Records drawn from a dataset
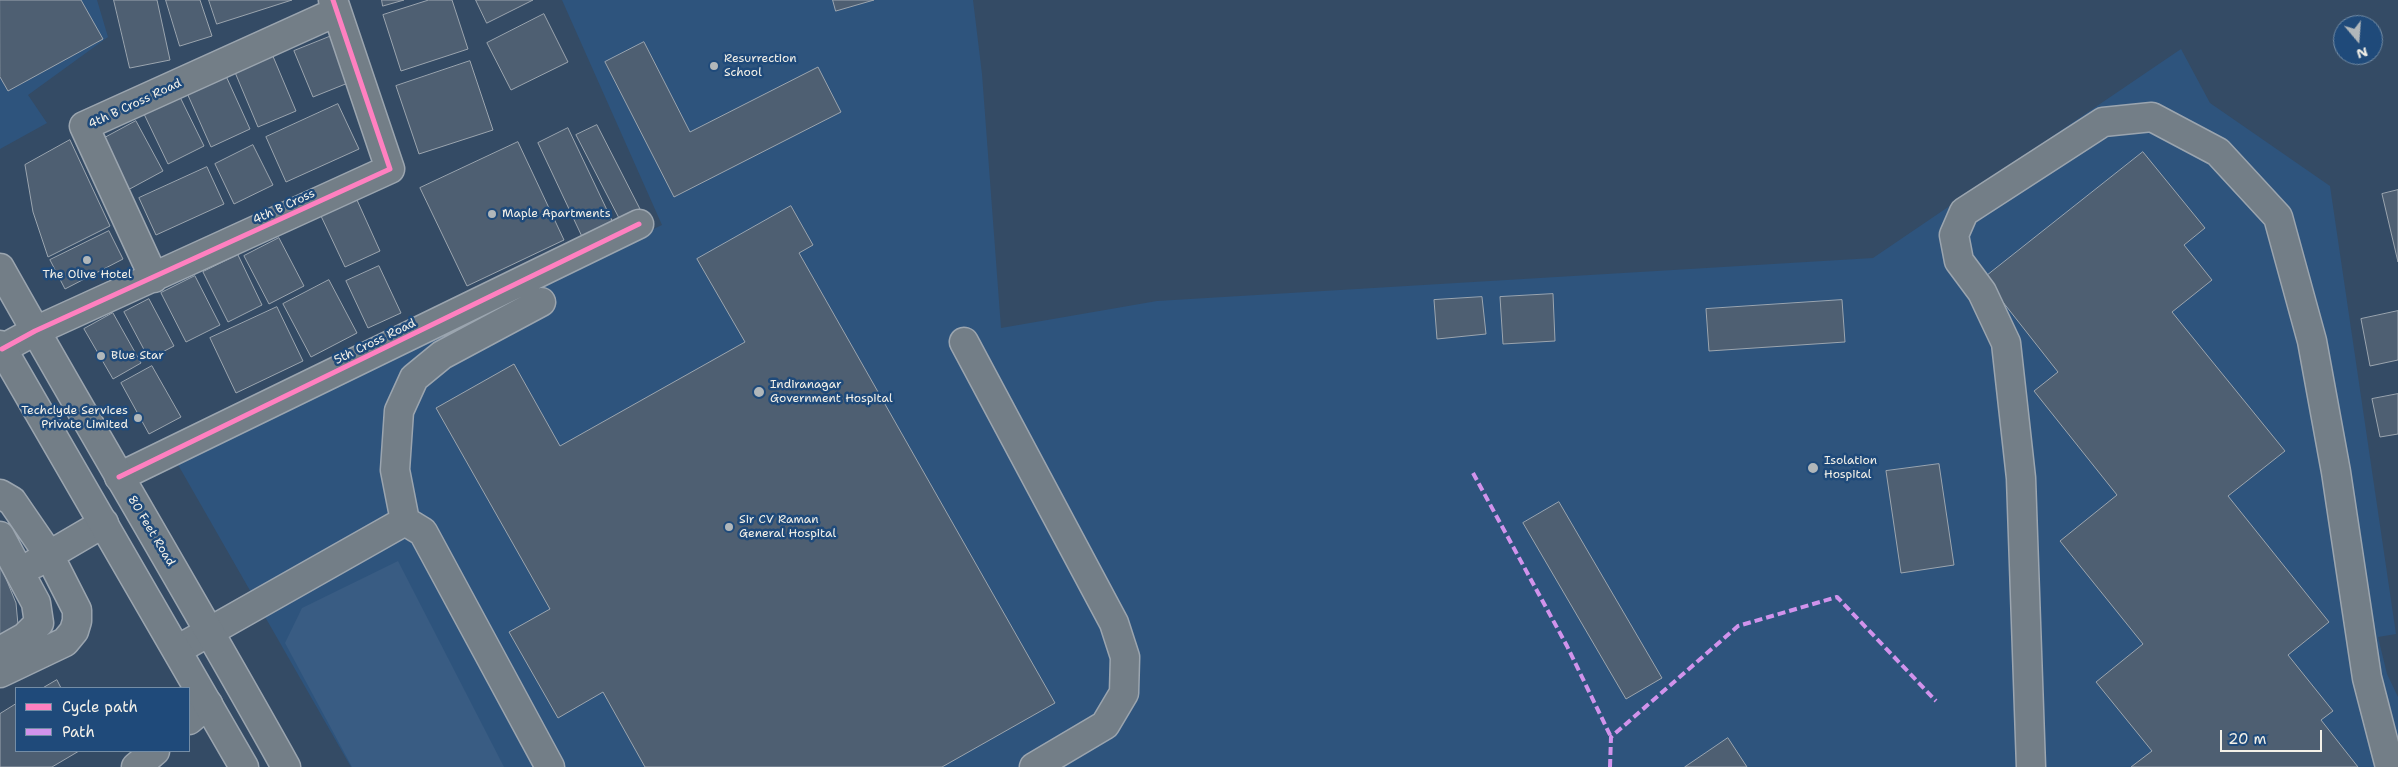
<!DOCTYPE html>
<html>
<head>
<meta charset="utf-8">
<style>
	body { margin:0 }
	#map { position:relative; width:2398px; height:767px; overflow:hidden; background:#344b65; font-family:"Shantell Sans",sans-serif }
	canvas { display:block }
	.legend { position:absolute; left:15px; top:687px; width:175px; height:65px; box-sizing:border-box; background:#1f4a7a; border:1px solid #748da6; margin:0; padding:6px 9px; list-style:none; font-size:15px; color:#f4f1e8 }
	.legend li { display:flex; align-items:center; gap:10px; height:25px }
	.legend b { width:25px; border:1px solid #748da6 }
	.north { position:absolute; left:2333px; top:15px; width:50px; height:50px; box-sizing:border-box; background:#1f4a7a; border:1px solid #748da6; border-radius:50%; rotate:162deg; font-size:14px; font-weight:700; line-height:20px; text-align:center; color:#f4f1e8 }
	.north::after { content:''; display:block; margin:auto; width:18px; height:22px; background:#b1b7ba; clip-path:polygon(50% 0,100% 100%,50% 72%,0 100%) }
	.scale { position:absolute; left:2220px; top:730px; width:102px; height:22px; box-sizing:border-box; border:2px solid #f4f1e8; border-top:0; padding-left:6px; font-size:15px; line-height:18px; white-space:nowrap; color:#f4f1e8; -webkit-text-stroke:4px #1f4a7a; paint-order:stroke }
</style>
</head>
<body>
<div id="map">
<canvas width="2398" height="767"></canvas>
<ul class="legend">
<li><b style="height:6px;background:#ff80c0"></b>Cycle path</li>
<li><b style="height:6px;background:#d193ec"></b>Path</li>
</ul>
<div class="north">N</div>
<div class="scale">20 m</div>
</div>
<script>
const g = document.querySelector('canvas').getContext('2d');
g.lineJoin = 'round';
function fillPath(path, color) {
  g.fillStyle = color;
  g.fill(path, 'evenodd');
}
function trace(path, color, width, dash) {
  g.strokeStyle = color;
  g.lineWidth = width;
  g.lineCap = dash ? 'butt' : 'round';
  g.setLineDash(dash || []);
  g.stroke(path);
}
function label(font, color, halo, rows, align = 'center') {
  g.font = font + ' "Shantell Sans",sans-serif';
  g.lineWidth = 5;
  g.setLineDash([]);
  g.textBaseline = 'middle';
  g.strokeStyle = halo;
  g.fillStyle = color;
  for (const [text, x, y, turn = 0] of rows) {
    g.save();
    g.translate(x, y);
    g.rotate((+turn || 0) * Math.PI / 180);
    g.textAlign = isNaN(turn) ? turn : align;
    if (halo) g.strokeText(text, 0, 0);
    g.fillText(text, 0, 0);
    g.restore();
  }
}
const built = new Path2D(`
	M0,0H97L108,37L28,95L47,123L0,149Z
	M562,0H973L982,74L1001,328L1157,301L1873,258L2181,49L2210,103L2330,186L2396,634L2378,637L2387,674L2398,697V767H351L173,456L662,225Z`);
const green = new Path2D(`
	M398,561L504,767H352L285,643L302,608Z`);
const building = new Path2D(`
	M0,0H81L103,39L8,91L0,77Z
	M114,0H157L170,60L130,68Z
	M166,0H200L212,36L180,46Z
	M209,0H292L217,24Z
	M382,0H404L383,6Z
	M429,0H452L468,49L401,71L383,15Z
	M476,0H533L487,23Z
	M833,0H874L836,11Z
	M544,14L568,62L511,90L487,43Z
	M334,35L353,81L313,97L294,51Z
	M644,42L690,132L818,67L841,112L674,197L605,62Z
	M272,54L296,111L258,127L234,70Z
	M470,61L493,130L419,154L396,86Z
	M226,76L250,129L211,147L187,93Z
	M180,97L204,146L168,164L144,114Z
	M338,104L359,149L286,182L266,137Z
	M136,121L163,171L126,191L99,141Z
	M597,125L640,209L620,220L576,135Z
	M568,128L616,229L585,243L538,143Z
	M70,140L110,226L48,257L33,212L25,165Z
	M518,142L564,240L467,286L420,188Z
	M253,145L273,185L234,204L215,164Z
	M2143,152L2205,228L2184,245L2212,280L2172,312L2285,451L2228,496L2329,622L2288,655L2333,711L2321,720L2358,767H2131L2152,751L2096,682L2143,644L2060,541L2117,495L2034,391L2058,372L1984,278Z
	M207,167L224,204L156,235L139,198Z
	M2398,190V262L2382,194Z
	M357,200L380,251L345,267L321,216Z
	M791,206L813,245L799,253L1055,703L942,767H645L603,692L558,718L509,632L550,609L436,408L514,364L560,446L745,342L697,259Z
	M109,231L123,259L65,289L50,260Z
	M279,238L304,286L269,304L244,256Z
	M238,255L262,305L228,322L203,272Z
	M379,266L401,313L368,328L346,281Z
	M195,276L220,325L186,342L161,293Z
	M329,280L357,333L311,357L283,304Z
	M1553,294L1555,341L1503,344L1500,297Z
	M1482,297L1486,334L1437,339L1434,300Z
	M149,299L174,346L149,359L124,312Z
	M1842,300L1845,342L1709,351L1706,309Z
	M277,307L303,361L236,393L210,338Z
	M2398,311V360L2370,366L2361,319Z
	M113,313L141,363L113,379L84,329Z
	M152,366L181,417L149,434L121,383Z
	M2398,394V434L2380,437L2372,399Z
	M1939,464L1954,565L1901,573L1886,471Z
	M1559,502L1662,678L1626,699L1523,523Z
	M0,564L16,603L18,625L0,640Z
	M57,680L61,688H43Z
	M16,704V751H79L52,767H0V714Z
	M1728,738L1747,767H1685Z`);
const minor = new Path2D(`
	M154,278L84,126L336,12
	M541,302L442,355L414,378L399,411L395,470L405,521L423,532L550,767
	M964,342L1114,623L1125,657L1124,693L1105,725L1034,767
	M2,349L35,331L390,169L333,0
	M119,477L639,224
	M0,494L12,501L49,555L77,610V621L74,631L65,642L0,673
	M0,536L36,603L39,623L25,637L0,651
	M34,564L104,523
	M177,650L405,521
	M189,720L208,704
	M136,767L155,751
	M2031,767L2021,478L2006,343L1982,292L1959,261L1954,235L1964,212L2103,122L2152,117L2218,152L2278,217L2312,341L2336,472L2367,678L2390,767`);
const major = new Path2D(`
	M0,268C94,435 193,600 286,767
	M0,345L244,767`);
const quiet = new Path2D(`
	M1473,473L1567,646L1611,737
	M1610,767L1611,737L1738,626L1837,597L1936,701`);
const cycleway = new Path2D(`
	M2,349L35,331L390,169L333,0
	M119,477L639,224`);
const markers = [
	[714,66,5,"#b1b7ba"],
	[492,214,5,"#b1b7ba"],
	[87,260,5,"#b1b7ba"],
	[101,356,5,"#b1b7ba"],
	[759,392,6,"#b1b7ba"],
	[138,418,5,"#b1b7ba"],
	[1813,468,6,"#b1b7ba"],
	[729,527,5,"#b1b7ba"]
];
const poiNames = [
	["Resurrection",724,59],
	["School",724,73],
	["Maple Apartments",502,214],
	["The Olive Hotel",87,275,"center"],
	["Blue Star",111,356],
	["Indiranagar",770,385],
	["Government Hospital",770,399],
	["Techclyde Services",128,411,"right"],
	["Private Limited",128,425,"right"],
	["Isolation",1824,461],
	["Hospital",1824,475],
	["Sir CV Raman",739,520],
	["General Hospital",739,534]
];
const streetNames = [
	["4th B Cross Road",135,104,-25],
	["4th B Cross",284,207,-25],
	["5th Cross Road",375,342,-26],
	["80 Feet Road",151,531,59]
];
fillPath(built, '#2e547d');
fillPath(green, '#395c83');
fillPath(building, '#4e5f72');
trace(building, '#9ba5af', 1);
trace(minor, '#9ba5af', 31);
trace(major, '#9ba5af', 31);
trace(minor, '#737e87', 28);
trace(major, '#737e87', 28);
trace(quiet, '#d193ec', 4, [8, 4]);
trace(cycleway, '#ff80c0', 5);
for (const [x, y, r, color] of markers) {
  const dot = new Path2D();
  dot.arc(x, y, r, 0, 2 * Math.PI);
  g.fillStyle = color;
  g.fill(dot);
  trace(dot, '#1f4a7a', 2);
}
label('12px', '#f4f1e8', '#1f4a7a', poiNames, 'left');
label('12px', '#f4f1e8', '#1f4a7a', streetNames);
</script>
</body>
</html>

_Exercise objective_. Report the count of lines in the entries that contain "function". Nothing else should be given.

_Solution to this problem_. 3